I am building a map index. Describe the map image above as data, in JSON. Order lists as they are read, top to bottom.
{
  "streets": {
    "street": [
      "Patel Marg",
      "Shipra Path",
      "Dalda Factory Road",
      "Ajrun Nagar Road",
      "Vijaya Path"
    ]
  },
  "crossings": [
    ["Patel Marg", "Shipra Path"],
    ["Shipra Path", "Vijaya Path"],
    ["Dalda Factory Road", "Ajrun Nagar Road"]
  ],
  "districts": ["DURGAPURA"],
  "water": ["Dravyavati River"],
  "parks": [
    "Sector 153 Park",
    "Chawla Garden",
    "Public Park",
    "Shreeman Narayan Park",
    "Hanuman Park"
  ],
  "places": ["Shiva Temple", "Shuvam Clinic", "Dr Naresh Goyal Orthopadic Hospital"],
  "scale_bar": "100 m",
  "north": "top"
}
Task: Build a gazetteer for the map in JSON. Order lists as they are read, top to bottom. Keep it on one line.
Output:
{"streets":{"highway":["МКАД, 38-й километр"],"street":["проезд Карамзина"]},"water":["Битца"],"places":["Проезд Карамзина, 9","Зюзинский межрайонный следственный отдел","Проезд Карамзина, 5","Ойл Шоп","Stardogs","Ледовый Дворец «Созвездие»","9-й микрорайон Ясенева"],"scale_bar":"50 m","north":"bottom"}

§ §

How to complete this task | Type out the entries once more, precisely.

Answer area |
I am building a map index. Describe the map image above as data, in JSON. Order lists as they are read, top to bottom.
{
  "streets": {
    "street": [
      "Patel Marg",
      "Shipra Path",
      "Dalda Factory Road",
      "Ajrun Nagar Road",
      "Vijaya Path"
    ]
  },
  "crossings": [
    ["Patel Marg", "Shipra Path"],
    ["Shipra Path", "Vijaya Path"],
    ["Dalda Factory Road", "Ajrun Nagar Road"]
  ],
  "districts": ["DURGAPURA"],
  "water": ["Dravyavati River"],
  "parks": [
    "Sector 153 Park",
    "Chawla Garden",
    "Public Park",
    "Shreeman Narayan Park",
    "Hanuman Park"
  ],
  "places": ["Shiva Temple", "Shuvam Clinic", "Dr Naresh Goyal Orthopadic Hospital"],
  "scale_bar": "100 m",
  "north": "top"
}
Task: Build a gazetteer for the map in JSON. Order lists as they are read, top to bottom. Keep it on one line.
Output:
{"streets":{"highway":["МКАД, 38-й километр"],"street":["проезд Карамзина"]},"water":["Битца"],"places":["Проезд Карамзина, 9","Зюзинский межрайонный следственный отдел","Проезд Карамзина, 5","Ойл Шоп","Stardogs","Ледовый Дворец «Созвездие»","9-й микрорайон Ясенева"],"scale_bar":"50 m","north":"bottom"}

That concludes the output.